Armed with consultant studies that promised a big boost in convention activity from what was supposed to be the country’s fourth biggest convention center, the city, county and state governments plopped down $240 million for a dome that still didn’t have a football tenant. More consultant studies said that what St. Louis really needed was a 1,000-room hotel next door to the new America’s Center complex. The head of the Convention and Visitors Commission in 1999 forecast that a new hotel would boost major conventions from 33 in 1998 to 56 in 2004, with hotel room nights almost doubling, to 800,000 a year. Mayor Clarence Harmon pressed the case for state aid for the hotel as “the foundation of our efforts to revitalize downtown and its is a cornerstone of our overall economic development strategy in the City of St. Louis.”

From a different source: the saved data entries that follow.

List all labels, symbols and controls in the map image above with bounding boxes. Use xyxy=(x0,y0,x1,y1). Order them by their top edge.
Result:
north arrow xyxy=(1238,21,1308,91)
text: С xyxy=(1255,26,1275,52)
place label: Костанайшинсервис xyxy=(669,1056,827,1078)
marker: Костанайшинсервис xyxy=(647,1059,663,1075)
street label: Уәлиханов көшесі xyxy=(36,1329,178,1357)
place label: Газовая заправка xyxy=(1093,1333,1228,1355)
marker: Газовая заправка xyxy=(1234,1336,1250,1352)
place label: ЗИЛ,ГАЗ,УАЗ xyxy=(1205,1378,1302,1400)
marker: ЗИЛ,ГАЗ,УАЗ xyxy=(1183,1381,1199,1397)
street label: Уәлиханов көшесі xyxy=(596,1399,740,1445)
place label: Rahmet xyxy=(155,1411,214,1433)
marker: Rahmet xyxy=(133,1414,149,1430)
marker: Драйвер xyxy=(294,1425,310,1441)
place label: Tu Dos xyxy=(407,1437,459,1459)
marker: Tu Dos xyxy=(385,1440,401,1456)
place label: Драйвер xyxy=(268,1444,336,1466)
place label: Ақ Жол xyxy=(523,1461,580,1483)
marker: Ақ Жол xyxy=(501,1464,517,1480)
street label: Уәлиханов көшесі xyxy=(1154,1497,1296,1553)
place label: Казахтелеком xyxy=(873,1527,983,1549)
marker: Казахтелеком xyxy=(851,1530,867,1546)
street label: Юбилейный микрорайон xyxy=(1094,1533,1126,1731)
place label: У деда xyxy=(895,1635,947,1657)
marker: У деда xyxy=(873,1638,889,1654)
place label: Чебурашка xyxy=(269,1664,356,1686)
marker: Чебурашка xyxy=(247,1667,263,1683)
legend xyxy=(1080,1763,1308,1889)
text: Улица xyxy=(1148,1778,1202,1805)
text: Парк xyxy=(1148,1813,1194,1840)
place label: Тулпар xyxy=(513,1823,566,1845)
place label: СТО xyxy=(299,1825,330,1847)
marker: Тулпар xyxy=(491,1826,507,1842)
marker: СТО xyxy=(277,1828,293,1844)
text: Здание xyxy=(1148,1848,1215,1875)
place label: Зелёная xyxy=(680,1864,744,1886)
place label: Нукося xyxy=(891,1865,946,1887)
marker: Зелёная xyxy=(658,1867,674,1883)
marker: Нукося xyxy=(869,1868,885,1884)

The new $277 million, 1,081-room Renaissance Grand Hotel opened in 2003 and immediately floundered, with occupancy and rates well below consultant forecasts. Beyond the problem of opening in the wake of 9/11, the hotel never spurred the predicted convention boom. By 2006, there weren’t 54 major conventions, but just 32. And the total continued to sink, so that 2008 saw just 438,000 convention room nights, a bit less than the 800,000 promised. With no new convention business, the hotel proved a total dud, and bondholders foreclosed on it in 2009, finally selling it for a third of debt. The story of the city’s convention business is still the same — 26 major conventions in 2014 and 425,411 room nights in 2014, almost exactly the same as the figures for 1997 and 1998.

Now, lest the city once again be viewed as a “loser,” with more promises of a “boost” for tourism, state and local officials seem poised to throw away more public money.

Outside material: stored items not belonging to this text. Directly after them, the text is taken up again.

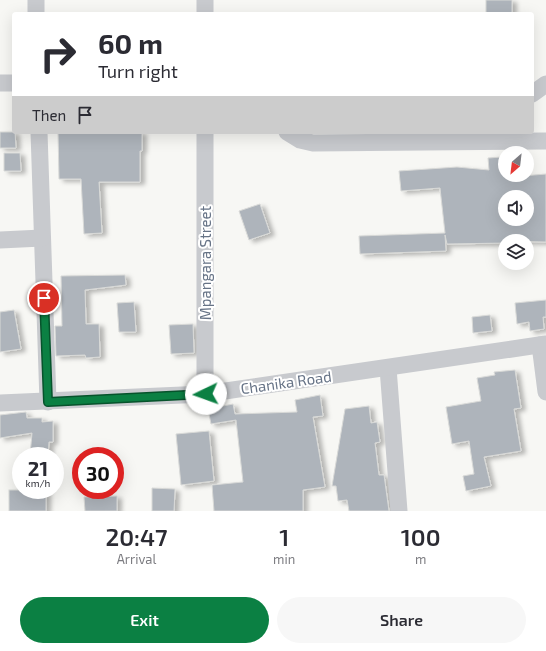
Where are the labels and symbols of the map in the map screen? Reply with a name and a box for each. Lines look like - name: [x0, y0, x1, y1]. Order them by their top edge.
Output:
- north arrow: [498, 146, 534, 182]
- street label: Mpangara Street: [196, 205, 214, 320]
- pin: [27, 281, 61, 315]
- street label: Chanika Road: [239, 367, 333, 397]
- position arrow: [185, 373, 227, 415]
- speed limit sign: 30: [72, 447, 124, 499]

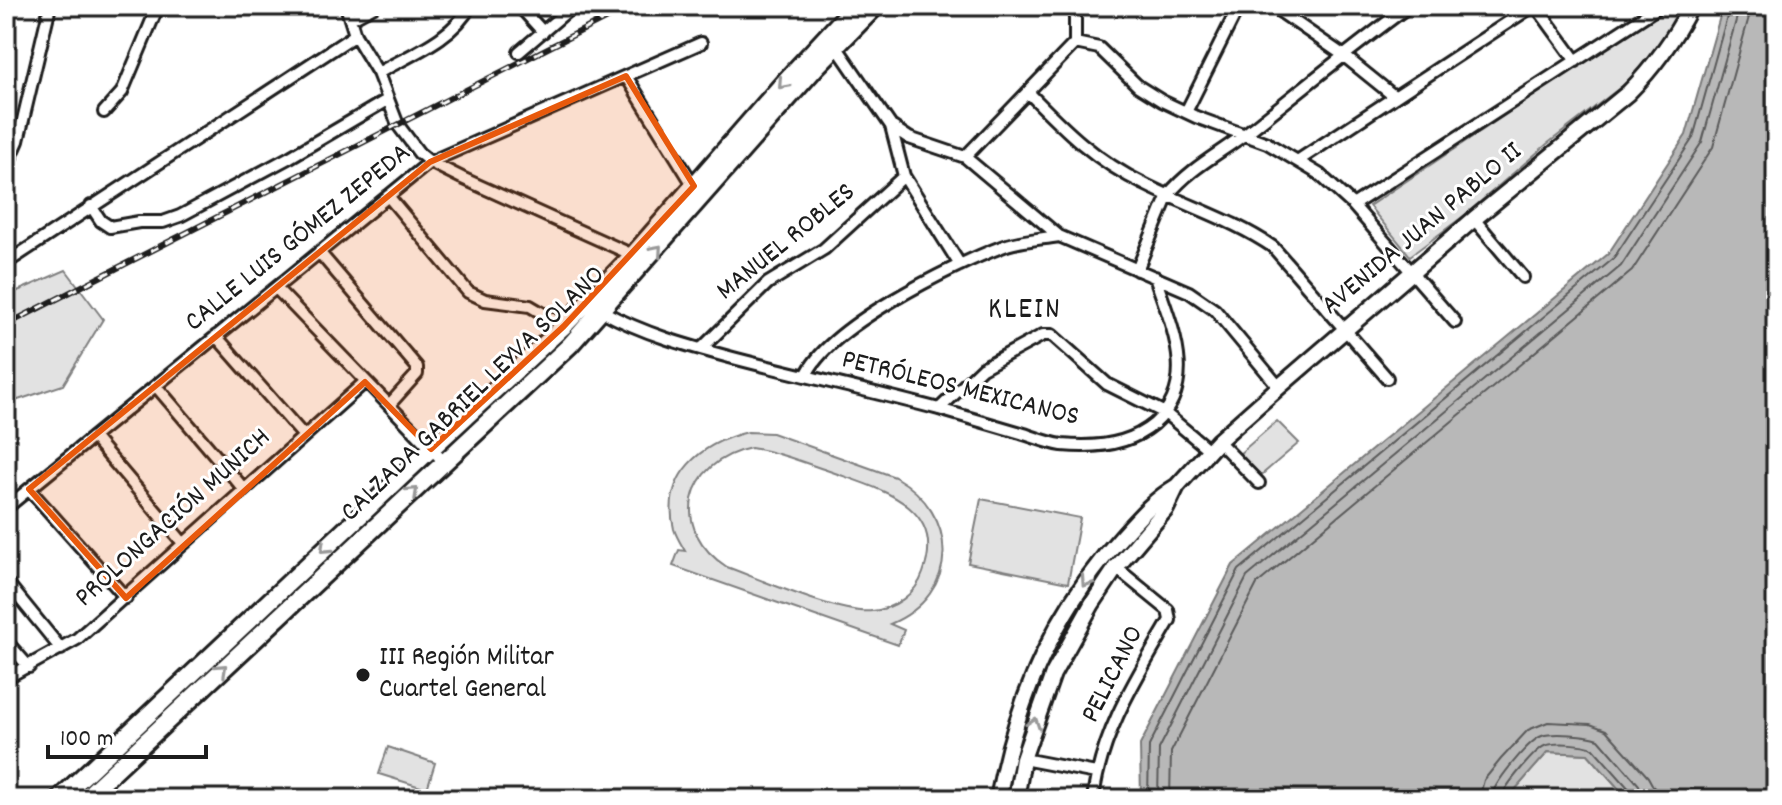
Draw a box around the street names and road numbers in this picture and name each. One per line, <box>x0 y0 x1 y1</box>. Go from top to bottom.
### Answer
street label: AVENIDA JUAN PABLO II <box>1314 134 1533 326</box>
street label: CALLE LUIS GÓMEZ ZEPEDA <box>177 135 421 343</box>
street label: MANUEL ROBLES <box>709 174 865 312</box>
street label: CALZADA GABRIEL LEYVA SOLANO <box>333 257 615 533</box>
street label: PETRÓLEOS MEXICANOS <box>837 341 1083 439</box>
street label: PROLONGACIÓN MUNICH <box>67 420 281 618</box>
street label: PELICANO <box>1072 619 1156 731</box>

Re: With NFL Rams gone, St. Louis still stuck with stadium debt

PostPosted:9 years 5 months ago
by Neil039
OldSchool wrote:Articles like this piss me off. The idiot that wrote this should not be printed anywhere ever again.

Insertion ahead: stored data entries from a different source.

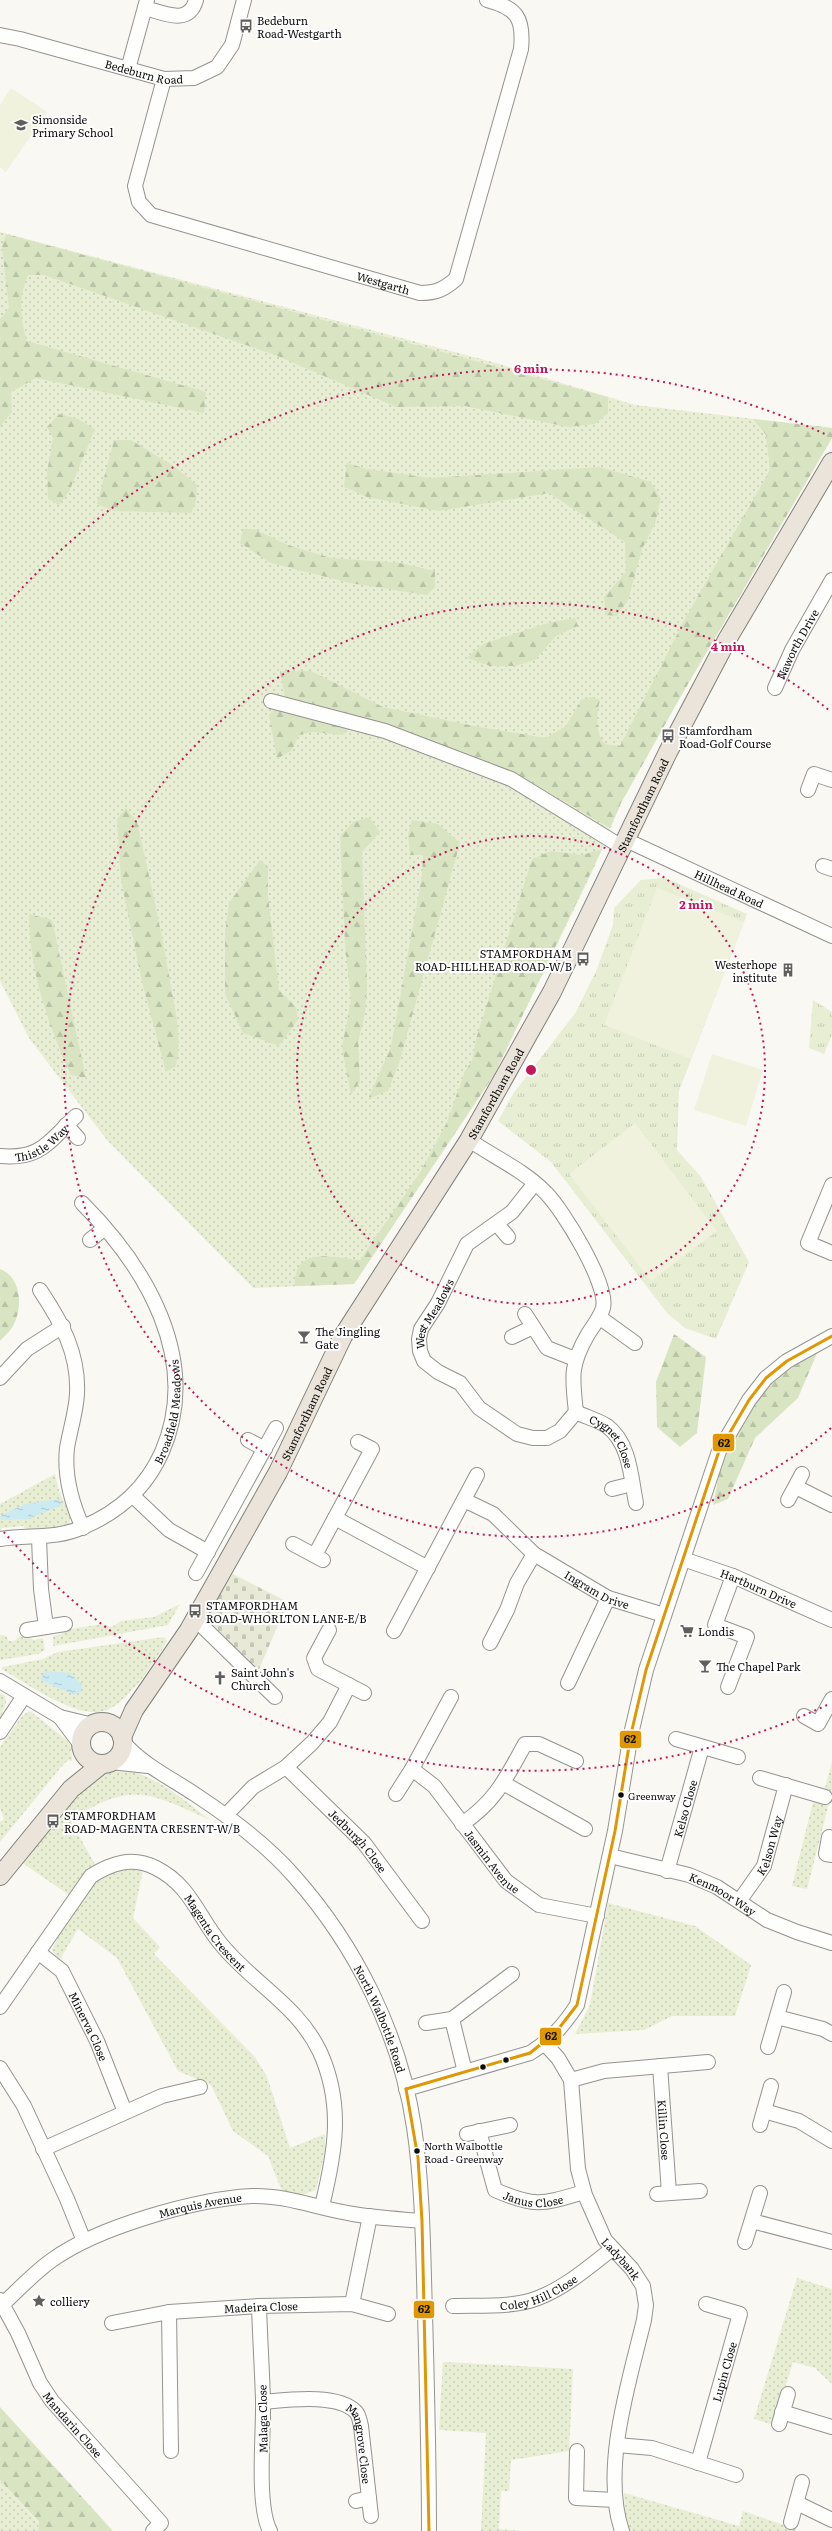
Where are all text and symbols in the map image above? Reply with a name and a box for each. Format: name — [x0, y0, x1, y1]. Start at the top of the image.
place label: Bedeburn Road-Westgarth — [257, 12, 342, 41]
bus stop icon: Bedeburn Road-Westgarth — [238, 18, 254, 34]
street label: Bedeburn Road — [103, 55, 184, 87]
place label: Simonside Primary School — [32, 111, 114, 140]
school or university icon: Simonside Primary School — [13, 117, 29, 133]
street label: Westgarth — [355, 267, 412, 298]
text: 6 min — [514, 359, 549, 377]
street label: Naworth Drive — [772, 606, 822, 682]
text: 4 min — [711, 637, 746, 655]
place label: Stamfordham Road-Golf Course — [679, 722, 771, 751]
bus stop icon: Stamfordham Road-Golf Course — [660, 728, 676, 744]
street label: Stamfordham Road — [613, 755, 672, 855]
street label: Hillhead Road — [692, 865, 767, 911]
text: 2 min — [679, 895, 713, 913]
place label: STAMFORDHAM ROAD-HILLHEAD ROAD-W/B — [415, 945, 572, 974]
bus stop icon: STAMFORDHAM ROAD-HILLHEAD ROAD-W/B — [575, 951, 591, 967]
place label: Westerhope institute — [715, 956, 777, 985]
building icon: Westerhope institute — [780, 962, 796, 978]
street label: Stamfordham Road — [463, 1045, 527, 1142]
centre of rings — [524, 1063, 538, 1077]
street label: Thistle Way — [13, 1120, 72, 1165]
street label: West Meadows — [411, 1276, 457, 1350]
place label: The Jingling Gate — [315, 1323, 381, 1352]
bar icon: The Jingling Gate — [296, 1329, 312, 1345]
street label: Broadfield Meadows — [149, 1359, 183, 1467]
street label: Stamfordham Road — [277, 1363, 335, 1463]
street label: Cygnet Close — [587, 1410, 638, 1470]
line badge: 62 — [712, 1433, 735, 1452]
text: 62 — [718, 1434, 730, 1450]
street label: Hartburn Drive — [718, 1564, 800, 1612]
street label: Ingram Drive — [562, 1566, 631, 1612]
place label: STAMFORDHAM ROAD-WHORLTON LANE-E/B — [206, 1597, 367, 1626]
bus stop icon: STAMFORDHAM ROAD-WHORLTON LANE-E/B — [187, 1603, 203, 1619]
supermarket icon: Londis — [679, 1623, 695, 1639]
place label: Londis — [698, 1623, 734, 1639]
bar icon: The Chapel Park — [697, 1658, 713, 1674]
place label: The Chapel Park — [716, 1658, 801, 1674]
place label: Saint John's Church — [231, 1664, 294, 1693]
church icon: Saint John's Church — [212, 1670, 228, 1686]
line badge: 62 — [619, 1730, 642, 1749]
text: 62 — [624, 1730, 636, 1746]
street label: Kelso Close — [669, 1778, 700, 1839]
place label: Greenway — [628, 1788, 676, 1803]
marker: Greenway — [616, 1790, 626, 1800]
street label: Jedburgh Close — [325, 1805, 391, 1876]
place label: STAMFORDHAM ROAD-MAGENTA CRESENT-W/B — [64, 1807, 240, 1836]
bus stop icon: STAMFORDHAM ROAD-MAGENTA CRESENT-W/B — [45, 1813, 61, 1829]
street label: Kelson Way — [752, 1813, 786, 1878]
street label: Jasmin Avenue — [461, 1826, 523, 1897]
street label: Kenmoor Way — [687, 1868, 760, 1919]
street label: Magenta Crescent — [181, 1890, 250, 1975]
street label: North Walbottle Road — [351, 1962, 410, 2075]
street label: Minerva Close — [65, 1989, 112, 2064]
line badge: 62 — [539, 2027, 562, 2046]
text: 62 — [545, 2027, 557, 2043]
unlabelled marker — [501, 2055, 511, 2065]
unlabelled marker — [478, 2062, 488, 2072]
street label: Killin Close — [654, 2099, 675, 2161]
place label: North Walbottle Road - Greenway — [424, 2138, 504, 2166]
marker: North Walbottle Road - Greenway — [412, 2146, 422, 2156]
street label: Janus Close — [501, 2186, 565, 2210]
street label: Marquis Avenue — [156, 2189, 243, 2221]
street label: Ladybank — [598, 2234, 645, 2283]
street label: Coley Hill Close — [499, 2270, 581, 2313]
place icon: colliery — [31, 2293, 47, 2309]
place label: colliery — [50, 2293, 91, 2309]
street label: Madeira Close — [223, 2297, 298, 2316]
line badge: 62 — [413, 2300, 435, 2319]
text: 62 — [418, 2300, 430, 2316]
street label: Lupin Close — [708, 2339, 740, 2404]
street label: Malaga Close — [253, 2384, 271, 2453]
street label: Mandarin Close — [40, 2388, 107, 2461]
street label: Mangrove Close — [343, 2399, 375, 2485]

1) The Astrodome was not constructed solely for the NFL in fact there were many events including the Houston Astro's. The Oilers were a team for 8 years before they leased the Dome for their games, playing prior to that at U of Houston and Rice University.

2) He lists other stadiums that stand unused on publicly owned property on public money. Another example of idiot politicians! You have a publicly owned asset on public land and you're letting it fall apart and not generating revenue? Shame on you not the team you used to lease it to.

3) He mentions stadiums that are still being paid for after they've been abandoned. Who drew up the financing? Who laid out the projected P&L's for the stadium? If the politicians that fleeced people for money to build stadiums knowing full well when these situations arose they'd be out of office! They don't know a damn thing about running a business, how it earns money and how to pay off the buildings they own otherwise they wouldn't be freeloading off the public as politicians!

4) The Dome wasn't built for the Rams in the first place! If not for that “They had a terrible, terrible contract with the Rams." as he puts it they would never have had a professional sports team in there generating revenue!

5) And this is the one that pisses me off the most. Where were the articles from these social justice warriors when Peacock and Blitz were planning to build a new stadium and take the Rams out of the Dome? Their hero's plan all along was to do exactly what they're crying about now! And the best part of it all they sold it by saying the Dome would make more money with the Rams not there. So if there's a revenue problem with the Rams out of the Dome and they can't pay it off maybe they should check with Peacock, he had a plan all along that it seemed wouldn't have created this problem. Unless that was another unsuitable part of his stadium plan.


Just an added thought. I believe the CVR requested the NFL pay off the dome shortly after the move. If it were to be more profitable why would the NFL be on the hook for the dome? Doesn't make sense.